Camarilha dos Quatro

Revista de crítica musical.

Captain Beefheart – Bat Chain Puller (2012 [1976]; Zappa, EUA)

Captain Beefheart é o pseudônimo do cantor e compositor norteamericano Don Van Vliet (Califórnia, 1941-2010). Ele começou sua carreira em 1965, sempre acompanhado da Magic Band, um grupo que ao longo de sua existência passou por inúmeras formações diferentes. Depois de dois singles em 1966, o primeiro disco, Safe as Milk, veio no ano seguinte. Sua mistura de blues, rock e música experimental chamou a atenção de artistas como os Beatles e Frank Zappa, esse último colega de adolescência de Van Vliet.
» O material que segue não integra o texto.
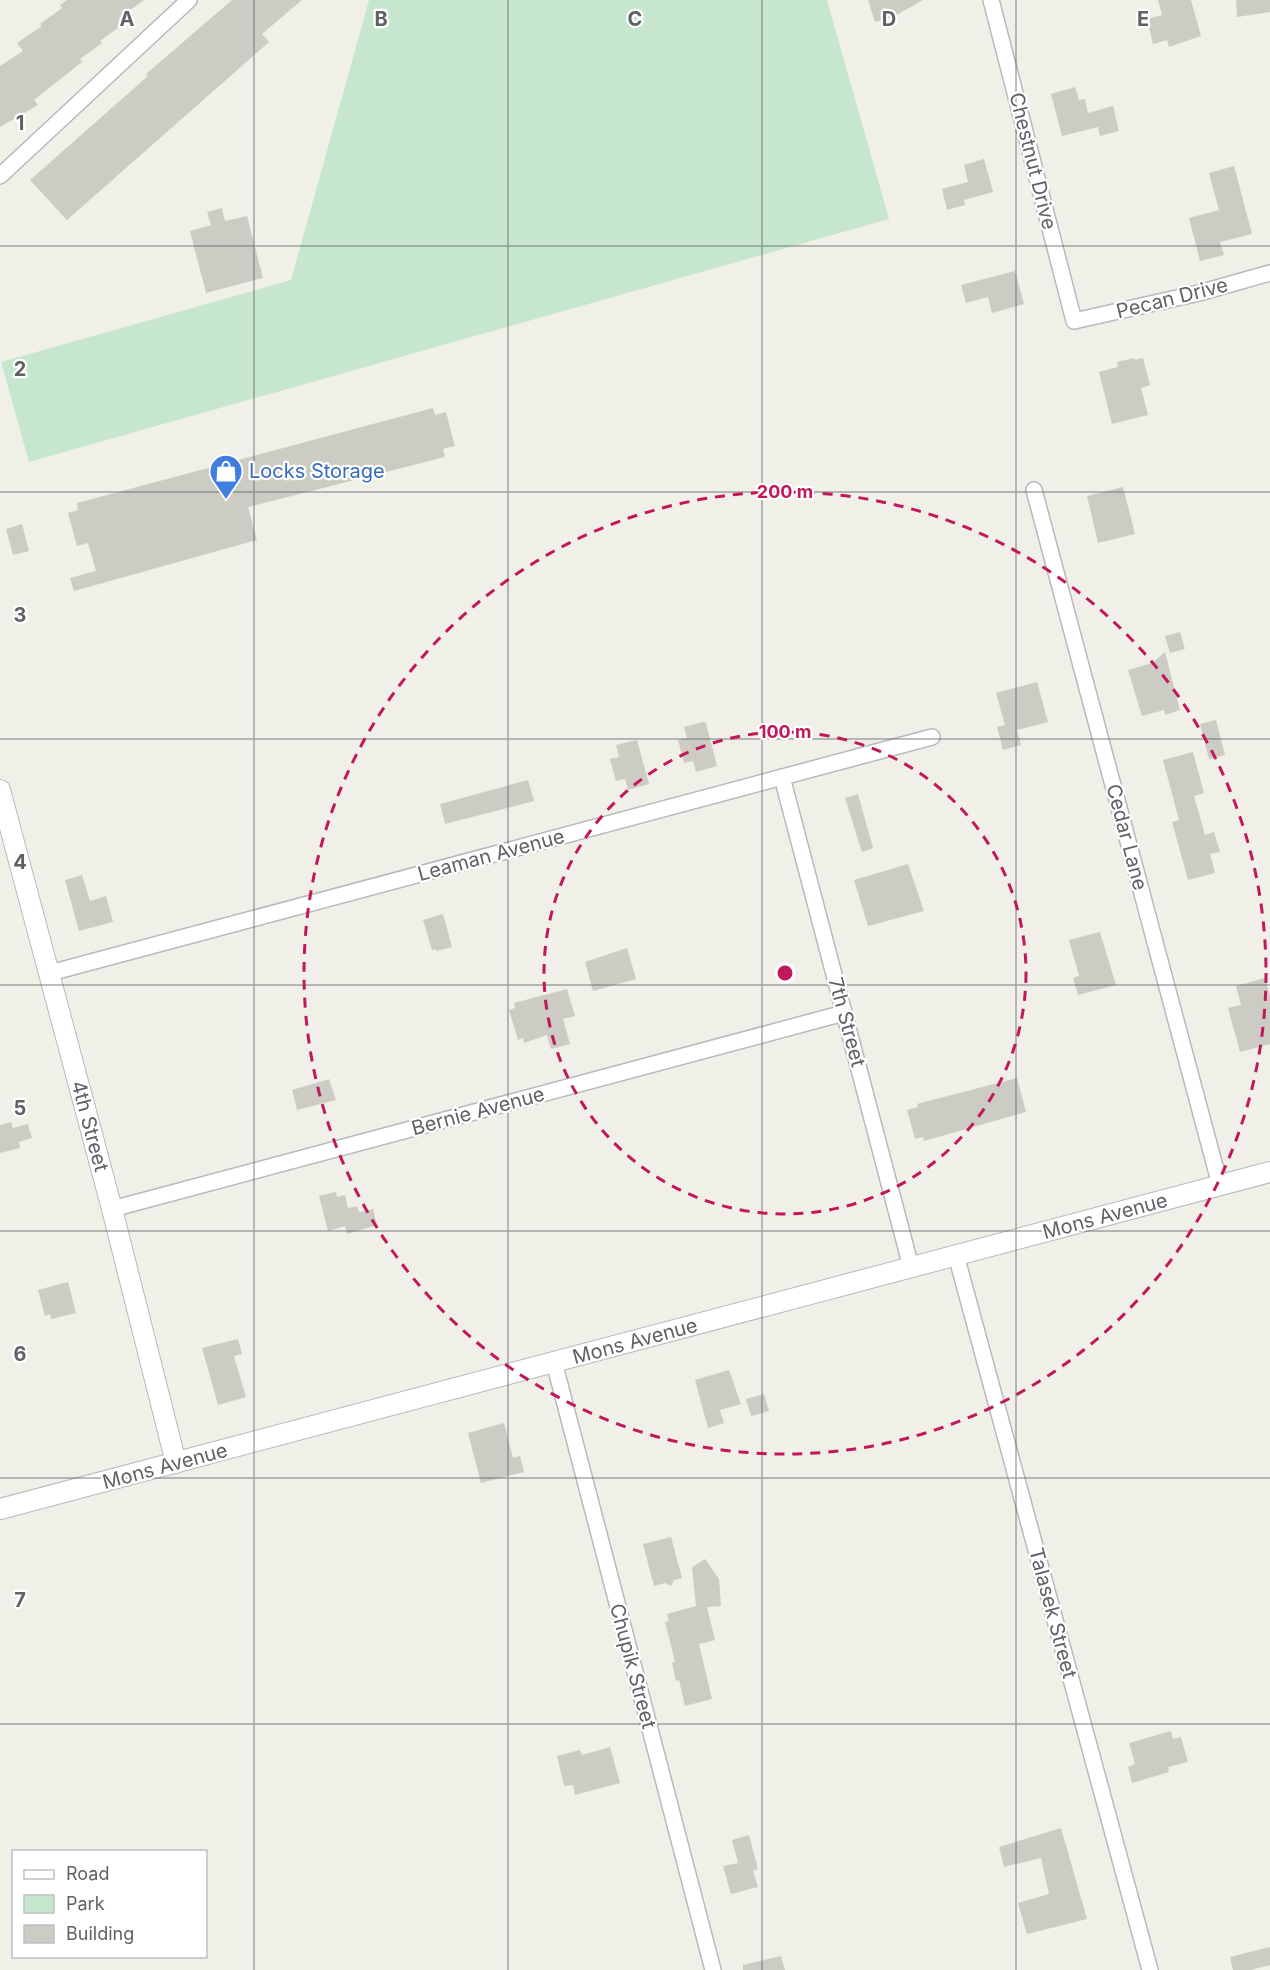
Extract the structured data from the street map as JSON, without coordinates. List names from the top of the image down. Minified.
{"streets":{"street":["Chestnut Drive","Pecan Drive","Cedar Lane","Leaman Avenue","7th Street","Bernie Avenue","4th Street","Mons Avenue","Talasek Street","Chupik Street"]},"crossings":[["Chestnut Drive","Pecan Drive"],["Cedar Lane","Mons Avenue"],["Leaman Avenue","7th Street"],["Leaman Avenue","4th Street"],["7th Street","Bernie Avenue"],["7th Street","Mons Avenue"],["Bernie Avenue","4th Street"],["4th Street","Mons Avenue"],["Mons Avenue","Talasek Street"],["Mons Avenue","Chupik Street"]],"places":{"shop":["Locks Storage"]},"legend":["Road","Park","Building"],"grid":{"columns":["A","B","C","D","E"],"rows":["1","2","3","4","5","6","7"]},"rings":["200 m","100 m"]}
Foi com Zappa como produtor que Captain Beefheart fez seu trabalho mais celebrado, o álbum duplo Trout Mask Replica, de 1969. Seguiram-se Lick My Decals Off, Baby (1970), The Spotlight Kid  (1972) e Clear Spot  (1972). Frustrado com o pouco sucesso, Beefheart fez dois discos em 1974 com material mais acessível, que o fizeram perder parte de sua reputação. Zappa novamente apareceu para produzir Bat Chain Puller em 1976, mas uma briga entre Zappa e seu parceiro de negócios postergou indefinidamente o lançamento do álbum. Seguiram-se Shiny Beast (Bat Chain Puller)  (1978), Doc at the Radar Station  (1980) e Ice Cream For Crow  (1982), que recuperaram o estilo mais pessoal e excêntrico de Van Vliet. A maioria das faixas de Bat Chain Puller aparece nos discos subsequentes, mas em outras versões, com músicos e produção diferentes. No começo de 2012 o álbum finalmente foi lançado pelo selo Zappa, gerido pelos herdeiros do músico, contendo a íntegra do disco mais quatro faixas bônus. (RG)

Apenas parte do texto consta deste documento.